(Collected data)

***

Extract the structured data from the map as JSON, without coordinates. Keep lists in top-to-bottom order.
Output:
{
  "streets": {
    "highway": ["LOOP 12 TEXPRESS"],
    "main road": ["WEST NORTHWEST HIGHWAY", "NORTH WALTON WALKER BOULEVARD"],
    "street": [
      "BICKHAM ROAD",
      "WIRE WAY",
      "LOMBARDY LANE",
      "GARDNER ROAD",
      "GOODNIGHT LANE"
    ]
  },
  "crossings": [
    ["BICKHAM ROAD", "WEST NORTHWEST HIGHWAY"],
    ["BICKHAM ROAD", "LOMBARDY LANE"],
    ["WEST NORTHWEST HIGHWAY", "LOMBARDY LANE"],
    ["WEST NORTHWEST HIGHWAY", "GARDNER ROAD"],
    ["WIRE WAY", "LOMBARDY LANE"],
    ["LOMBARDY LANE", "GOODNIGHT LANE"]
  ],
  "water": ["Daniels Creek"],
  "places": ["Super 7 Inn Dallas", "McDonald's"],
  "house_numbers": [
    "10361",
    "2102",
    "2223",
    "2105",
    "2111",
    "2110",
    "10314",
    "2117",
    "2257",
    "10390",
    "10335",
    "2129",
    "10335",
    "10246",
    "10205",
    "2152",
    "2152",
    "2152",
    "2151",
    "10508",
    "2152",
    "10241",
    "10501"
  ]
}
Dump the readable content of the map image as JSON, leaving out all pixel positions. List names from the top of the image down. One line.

***

### WORK INSTRUCTIONS:
Scan the data for the word "from" and copy every line where it shows up.

### SOLUTION TO THIS PROBLEM:
Extract the structured data from the map as JSON, without coordinates. Keep lists in top-to-bottom order.
Dump the readable content of the map image as JSON, leaving out all pixel positions. List names from the top of the image down. One line.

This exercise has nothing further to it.